Muismodellen worden vaak gebruikt om conclusies te trekken over menselijke biologie en ziekte, deels vanwege hun experimentele reproduceerbaarheid en capaciteit voor genetische manipulatie. De fysiologie van muizen vat echter de menselijke orgaansystemen, met name de huid, niet volledig samen en heeft daarom beperkingen voor gebruik als preklinisch model bij de ontwikkeling van geneesmiddelen1. Anatomische verschillen tussen muis en menselijke huid omvatten verschillen in epitheliale diktes en architectuur, gebrek aan murine eccriene zweetklieren en variaties in haarcyclus2. Bovendien verschillen zowel de aangeboren als de adaptieve armen van het immuunsysteem tussen de twee soorten3. Muizenhuid bevat een unieke immuunpopulatie van dendritische epidermale T-cellen (DETC's), heeft een hogere abundantie van dermale γδ T-cellen en varieert in lokalisatie van immuuncelsubsets in vergelijking met menselijk weefsel4. Daarom hebben experimentele bevindingen met betrekking tot menselijke huidbiologie en ontsteking baat bij validatie met menselijk weefsel. Hoewel in vitro en organoïde kweeksystemen op grote schaal worden gebruikt om menselijk weefsel te bestuderen, worden deze systemen beperkt door afwezige of onvolledige immuunreconstitutie en een gebrek aan verbinding met perifere vasculatuur5. Het gehumaniseerde xenograft huidtransplantatiemodel heeft tot doel therapeutische of biologische manipulatie van immuun- en niet-immuunroutes in menselijke weefsels in vivo mogelijk te maken.

Het xenograftmodel van de menselijke huid is gebruikt om huidfysiologie en farmacologie te bestuderen, immuunafstoting en -reacties te analyseren, menselijke huidkankermechanismen te ontleden en huidziekten en wondgenezing te begrijpen6. Hoewel het xenograftmodel van toepassing is op meerdere gebieden van huidonderzoek, heeft het een lagere doorvoer dan in vitro studies en mist het het gemak van genetische manipulatie dat wordt gebruikt in muismodellen. Tijdspunten binnen dit model kunnen variëren van weken tot maanden, en succesvol enten vereist geschikte faciliteiten en apparatuur om deze operaties uit te voeren. Het xenograftmodel biedt echter biologische en fysiologische context aan experimenten, terwijl organoïde kweeksystemen, zoals weefselexplantaten, vaak een groot aantal bewegende delen, zoals exogene signalen, met specifieke tijdsintervallen vereisen7. Daarom kan dit model het best worden gebruikt om bevindingen die in vitro en binnen muismodellen zijn waargenomen, verder te valideren, of voor werk dat anders biologisch niet haalbaar is. Het juiste gebruik van het xenograftmodel biedt een unieke kans om intact menselijk weefsel in vivo te bestuderen en te manipuleren.

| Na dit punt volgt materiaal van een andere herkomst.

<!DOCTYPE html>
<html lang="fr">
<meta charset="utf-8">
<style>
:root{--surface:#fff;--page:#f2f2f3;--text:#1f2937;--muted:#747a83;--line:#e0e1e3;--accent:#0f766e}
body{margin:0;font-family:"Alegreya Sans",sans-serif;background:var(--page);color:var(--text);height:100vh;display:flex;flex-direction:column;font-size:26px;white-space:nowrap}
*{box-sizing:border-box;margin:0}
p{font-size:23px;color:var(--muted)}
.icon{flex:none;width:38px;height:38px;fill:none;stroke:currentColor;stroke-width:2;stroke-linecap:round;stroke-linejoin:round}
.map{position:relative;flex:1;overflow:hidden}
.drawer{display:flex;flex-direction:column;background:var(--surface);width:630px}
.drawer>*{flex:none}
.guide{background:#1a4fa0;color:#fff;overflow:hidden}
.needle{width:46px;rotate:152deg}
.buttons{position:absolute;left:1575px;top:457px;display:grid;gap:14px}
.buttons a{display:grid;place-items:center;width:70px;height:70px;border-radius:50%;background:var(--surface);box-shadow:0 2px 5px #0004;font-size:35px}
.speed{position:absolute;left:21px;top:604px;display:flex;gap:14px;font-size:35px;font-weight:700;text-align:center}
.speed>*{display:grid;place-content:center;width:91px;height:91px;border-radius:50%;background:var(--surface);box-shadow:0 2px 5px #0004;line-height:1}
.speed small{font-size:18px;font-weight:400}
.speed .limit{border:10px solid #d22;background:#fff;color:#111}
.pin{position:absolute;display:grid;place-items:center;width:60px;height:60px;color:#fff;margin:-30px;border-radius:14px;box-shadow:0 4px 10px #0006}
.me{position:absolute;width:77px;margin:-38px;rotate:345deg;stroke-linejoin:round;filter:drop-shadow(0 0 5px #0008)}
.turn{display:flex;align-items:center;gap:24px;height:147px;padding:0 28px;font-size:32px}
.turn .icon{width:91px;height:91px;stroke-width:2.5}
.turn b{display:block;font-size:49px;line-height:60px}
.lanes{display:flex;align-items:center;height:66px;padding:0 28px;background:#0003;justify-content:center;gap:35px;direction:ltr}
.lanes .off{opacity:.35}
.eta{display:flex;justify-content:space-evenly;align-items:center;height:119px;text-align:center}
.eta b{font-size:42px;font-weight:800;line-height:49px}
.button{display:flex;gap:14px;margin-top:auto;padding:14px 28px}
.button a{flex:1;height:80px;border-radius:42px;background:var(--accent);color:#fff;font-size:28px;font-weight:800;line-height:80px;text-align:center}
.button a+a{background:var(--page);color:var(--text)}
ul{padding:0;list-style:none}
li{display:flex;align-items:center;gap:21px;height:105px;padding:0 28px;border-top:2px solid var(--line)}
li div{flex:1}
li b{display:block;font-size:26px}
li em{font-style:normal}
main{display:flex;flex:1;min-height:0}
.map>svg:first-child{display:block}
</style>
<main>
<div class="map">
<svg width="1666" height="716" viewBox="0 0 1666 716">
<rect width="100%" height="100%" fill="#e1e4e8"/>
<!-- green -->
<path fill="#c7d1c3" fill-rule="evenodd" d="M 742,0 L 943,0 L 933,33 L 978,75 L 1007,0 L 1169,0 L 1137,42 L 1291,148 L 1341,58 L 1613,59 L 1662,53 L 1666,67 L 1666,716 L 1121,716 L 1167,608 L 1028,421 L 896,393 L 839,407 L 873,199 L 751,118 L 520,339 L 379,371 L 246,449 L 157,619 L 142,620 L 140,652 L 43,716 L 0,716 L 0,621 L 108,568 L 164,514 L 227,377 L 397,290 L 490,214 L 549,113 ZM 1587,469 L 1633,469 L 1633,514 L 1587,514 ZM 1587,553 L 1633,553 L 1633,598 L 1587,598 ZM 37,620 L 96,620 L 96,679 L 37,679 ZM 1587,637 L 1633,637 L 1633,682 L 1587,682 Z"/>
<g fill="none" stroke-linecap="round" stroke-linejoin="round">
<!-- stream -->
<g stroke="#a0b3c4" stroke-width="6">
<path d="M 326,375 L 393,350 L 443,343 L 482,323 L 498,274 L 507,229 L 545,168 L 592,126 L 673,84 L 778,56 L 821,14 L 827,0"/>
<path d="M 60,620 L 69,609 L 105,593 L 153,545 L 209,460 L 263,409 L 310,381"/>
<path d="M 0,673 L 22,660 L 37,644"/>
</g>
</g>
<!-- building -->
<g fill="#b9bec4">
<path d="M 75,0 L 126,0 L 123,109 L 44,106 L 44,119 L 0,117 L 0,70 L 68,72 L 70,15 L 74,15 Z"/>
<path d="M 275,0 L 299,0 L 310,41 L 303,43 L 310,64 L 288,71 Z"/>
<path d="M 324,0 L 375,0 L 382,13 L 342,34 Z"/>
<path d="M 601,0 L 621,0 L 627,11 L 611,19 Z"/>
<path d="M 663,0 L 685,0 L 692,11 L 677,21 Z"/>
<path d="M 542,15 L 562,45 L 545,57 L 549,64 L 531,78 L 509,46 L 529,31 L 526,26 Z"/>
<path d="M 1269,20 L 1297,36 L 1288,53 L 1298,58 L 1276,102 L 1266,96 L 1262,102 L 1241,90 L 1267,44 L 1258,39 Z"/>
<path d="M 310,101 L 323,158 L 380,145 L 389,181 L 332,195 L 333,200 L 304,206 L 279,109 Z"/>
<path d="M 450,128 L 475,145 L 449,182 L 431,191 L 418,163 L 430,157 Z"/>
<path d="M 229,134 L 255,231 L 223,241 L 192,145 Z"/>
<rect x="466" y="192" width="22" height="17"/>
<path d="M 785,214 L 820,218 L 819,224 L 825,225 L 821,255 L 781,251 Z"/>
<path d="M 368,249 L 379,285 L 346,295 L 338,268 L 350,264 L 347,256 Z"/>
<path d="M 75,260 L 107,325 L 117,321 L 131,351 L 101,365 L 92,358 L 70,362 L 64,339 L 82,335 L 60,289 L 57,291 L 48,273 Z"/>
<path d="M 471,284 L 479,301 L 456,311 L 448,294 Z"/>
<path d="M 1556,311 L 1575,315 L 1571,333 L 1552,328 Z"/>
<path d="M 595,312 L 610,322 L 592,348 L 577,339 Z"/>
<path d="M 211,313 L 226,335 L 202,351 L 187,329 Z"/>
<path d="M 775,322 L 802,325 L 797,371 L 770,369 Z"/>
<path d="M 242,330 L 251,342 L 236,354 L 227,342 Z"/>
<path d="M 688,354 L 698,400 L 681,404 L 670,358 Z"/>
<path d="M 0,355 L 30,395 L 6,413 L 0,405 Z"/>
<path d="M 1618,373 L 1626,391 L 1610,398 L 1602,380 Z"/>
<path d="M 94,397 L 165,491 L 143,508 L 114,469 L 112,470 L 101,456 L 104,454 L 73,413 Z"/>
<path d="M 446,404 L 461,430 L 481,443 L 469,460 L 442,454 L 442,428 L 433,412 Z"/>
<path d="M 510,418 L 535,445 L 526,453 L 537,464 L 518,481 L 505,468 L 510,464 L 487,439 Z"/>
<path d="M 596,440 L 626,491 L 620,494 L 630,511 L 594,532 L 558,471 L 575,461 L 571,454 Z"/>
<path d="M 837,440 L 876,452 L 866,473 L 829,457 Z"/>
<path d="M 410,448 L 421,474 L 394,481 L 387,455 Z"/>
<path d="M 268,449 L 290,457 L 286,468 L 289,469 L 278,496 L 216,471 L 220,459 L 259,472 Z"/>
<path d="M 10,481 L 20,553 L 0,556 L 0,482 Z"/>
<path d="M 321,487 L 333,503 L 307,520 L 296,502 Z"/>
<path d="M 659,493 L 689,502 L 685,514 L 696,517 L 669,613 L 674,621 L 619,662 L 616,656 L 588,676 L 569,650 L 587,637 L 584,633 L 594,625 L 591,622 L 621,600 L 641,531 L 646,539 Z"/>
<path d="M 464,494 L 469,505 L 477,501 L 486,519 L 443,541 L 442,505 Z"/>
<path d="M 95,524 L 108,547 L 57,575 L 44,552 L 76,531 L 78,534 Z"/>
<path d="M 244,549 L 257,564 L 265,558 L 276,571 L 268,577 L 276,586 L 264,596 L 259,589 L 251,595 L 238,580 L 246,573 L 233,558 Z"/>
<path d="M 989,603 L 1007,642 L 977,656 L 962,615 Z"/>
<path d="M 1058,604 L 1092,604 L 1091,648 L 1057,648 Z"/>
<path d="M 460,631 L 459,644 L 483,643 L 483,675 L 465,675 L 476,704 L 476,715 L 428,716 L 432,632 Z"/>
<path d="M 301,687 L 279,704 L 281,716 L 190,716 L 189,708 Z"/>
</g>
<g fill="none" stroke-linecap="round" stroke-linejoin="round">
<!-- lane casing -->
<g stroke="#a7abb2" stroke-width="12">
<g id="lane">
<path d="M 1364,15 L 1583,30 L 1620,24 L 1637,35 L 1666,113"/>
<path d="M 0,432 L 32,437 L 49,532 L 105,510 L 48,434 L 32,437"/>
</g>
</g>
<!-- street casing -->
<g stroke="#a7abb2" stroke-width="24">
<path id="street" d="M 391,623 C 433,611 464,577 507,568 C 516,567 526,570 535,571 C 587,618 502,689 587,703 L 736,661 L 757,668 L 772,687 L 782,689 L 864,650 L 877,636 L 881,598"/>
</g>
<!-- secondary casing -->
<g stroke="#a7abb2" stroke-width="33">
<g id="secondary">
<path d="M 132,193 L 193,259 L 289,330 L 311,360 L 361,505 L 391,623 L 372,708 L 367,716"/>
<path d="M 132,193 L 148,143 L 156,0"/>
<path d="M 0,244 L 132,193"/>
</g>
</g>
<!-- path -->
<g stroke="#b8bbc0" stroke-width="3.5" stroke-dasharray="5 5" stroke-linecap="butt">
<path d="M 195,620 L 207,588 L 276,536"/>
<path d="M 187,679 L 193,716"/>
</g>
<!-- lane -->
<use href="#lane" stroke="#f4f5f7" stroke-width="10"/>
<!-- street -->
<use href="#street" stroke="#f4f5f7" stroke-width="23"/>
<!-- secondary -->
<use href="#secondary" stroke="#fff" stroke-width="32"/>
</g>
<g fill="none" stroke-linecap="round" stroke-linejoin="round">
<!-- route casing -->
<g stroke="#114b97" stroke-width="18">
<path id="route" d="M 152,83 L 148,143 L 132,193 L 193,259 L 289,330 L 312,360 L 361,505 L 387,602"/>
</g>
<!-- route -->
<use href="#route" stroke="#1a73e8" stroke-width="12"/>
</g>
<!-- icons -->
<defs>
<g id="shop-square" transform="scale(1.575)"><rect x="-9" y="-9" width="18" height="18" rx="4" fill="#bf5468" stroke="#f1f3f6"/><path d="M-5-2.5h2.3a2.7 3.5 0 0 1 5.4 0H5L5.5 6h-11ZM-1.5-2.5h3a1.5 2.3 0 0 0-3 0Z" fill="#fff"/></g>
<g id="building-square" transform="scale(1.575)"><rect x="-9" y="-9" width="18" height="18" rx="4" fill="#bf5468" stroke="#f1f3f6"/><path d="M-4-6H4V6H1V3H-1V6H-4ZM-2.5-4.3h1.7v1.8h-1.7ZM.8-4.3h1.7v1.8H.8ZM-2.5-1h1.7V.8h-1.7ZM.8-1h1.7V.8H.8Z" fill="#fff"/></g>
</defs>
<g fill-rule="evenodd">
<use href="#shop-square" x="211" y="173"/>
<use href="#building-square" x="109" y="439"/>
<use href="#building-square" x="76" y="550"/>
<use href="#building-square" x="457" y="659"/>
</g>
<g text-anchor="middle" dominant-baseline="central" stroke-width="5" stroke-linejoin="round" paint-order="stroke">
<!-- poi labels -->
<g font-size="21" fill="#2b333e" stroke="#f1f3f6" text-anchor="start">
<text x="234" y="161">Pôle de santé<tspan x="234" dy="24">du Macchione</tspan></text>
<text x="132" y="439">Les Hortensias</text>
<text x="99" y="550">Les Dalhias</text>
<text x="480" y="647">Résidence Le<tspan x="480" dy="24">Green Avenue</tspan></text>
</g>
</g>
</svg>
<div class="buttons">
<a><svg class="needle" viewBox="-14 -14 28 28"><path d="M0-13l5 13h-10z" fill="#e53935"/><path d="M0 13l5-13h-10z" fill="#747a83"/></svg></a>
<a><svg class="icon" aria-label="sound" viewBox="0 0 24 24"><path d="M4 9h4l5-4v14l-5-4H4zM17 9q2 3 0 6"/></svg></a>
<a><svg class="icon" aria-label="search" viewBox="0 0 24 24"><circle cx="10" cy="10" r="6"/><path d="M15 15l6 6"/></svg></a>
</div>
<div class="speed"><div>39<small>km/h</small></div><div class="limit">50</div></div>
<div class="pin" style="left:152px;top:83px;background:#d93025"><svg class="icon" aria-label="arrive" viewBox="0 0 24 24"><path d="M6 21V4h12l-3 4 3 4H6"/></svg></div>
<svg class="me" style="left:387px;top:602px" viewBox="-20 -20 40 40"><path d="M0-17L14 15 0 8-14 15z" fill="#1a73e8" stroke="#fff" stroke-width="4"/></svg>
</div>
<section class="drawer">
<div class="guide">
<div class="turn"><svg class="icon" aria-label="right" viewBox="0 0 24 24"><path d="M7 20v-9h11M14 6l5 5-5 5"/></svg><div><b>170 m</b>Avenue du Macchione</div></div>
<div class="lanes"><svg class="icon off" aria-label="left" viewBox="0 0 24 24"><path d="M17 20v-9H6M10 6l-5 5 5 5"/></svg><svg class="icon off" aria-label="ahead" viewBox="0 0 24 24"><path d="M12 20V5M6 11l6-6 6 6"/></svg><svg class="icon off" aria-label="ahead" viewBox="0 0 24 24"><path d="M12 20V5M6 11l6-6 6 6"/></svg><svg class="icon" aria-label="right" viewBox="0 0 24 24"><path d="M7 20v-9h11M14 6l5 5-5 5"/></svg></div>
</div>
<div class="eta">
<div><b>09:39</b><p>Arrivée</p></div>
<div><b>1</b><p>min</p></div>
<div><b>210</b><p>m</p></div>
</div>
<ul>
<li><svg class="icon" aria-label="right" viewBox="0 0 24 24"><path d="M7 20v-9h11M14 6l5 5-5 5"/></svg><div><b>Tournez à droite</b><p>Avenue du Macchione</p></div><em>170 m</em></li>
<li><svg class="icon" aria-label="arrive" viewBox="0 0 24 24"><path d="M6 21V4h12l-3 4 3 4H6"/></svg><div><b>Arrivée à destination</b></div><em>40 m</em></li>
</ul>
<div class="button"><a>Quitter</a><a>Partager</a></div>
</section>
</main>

Optimalisatie van het xenograft huidtransplantatiemodel is gebaseerd op tientallen jaren van onderzoek om de integriteit van het transplantaat in de loop van de tijd te behouden. Cruciaal voor dit proces is het gebruik van de niet-obese diabetische (NOD) -scid interleukine-2 gammaketenreceptor (NSG) muis, die B- en T-adaptieve immuuncellen, functionele NK-cellen mist en tekortkomingen heeft in macrofaag en dendritische cellen8. De immunodeficiënte aard van deze NSG-gastheren maakt de transplantatie van menselijke hematopoëtische cellen, van patiënten afgeleide kankers en huid 8,9,10 mogelijk. Ondanks deze immunosuppressieve gastheeromgeving is aanvullende onderdrukking van neutrofiele immuunresponsen bij muizen door anti-GR1-toediening noodzakelijk voor transplantaatsucces10. De belangrijkste obstakels bij het transplanteren van intact weefsel zijn infectie, afstoting en moeilijkheden bij het herstellen van de bloedtoevoer naar het transplantaat, wat soms leidt tot verlies van dermale en epidermale integriteit11. Technieken, waaronder toediening van anti-FR1 en het gebruik van de juiste graftdiepte, verbeteren de overleving van het transplantaat10. Zorgvuldige optimalisatie maakt het mogelijk om menselijke xenograft huidtransplantaties uit te voeren op NSG-muizen met een hoge efficiëntie en overlevingskansen, variërend van 90% -100%.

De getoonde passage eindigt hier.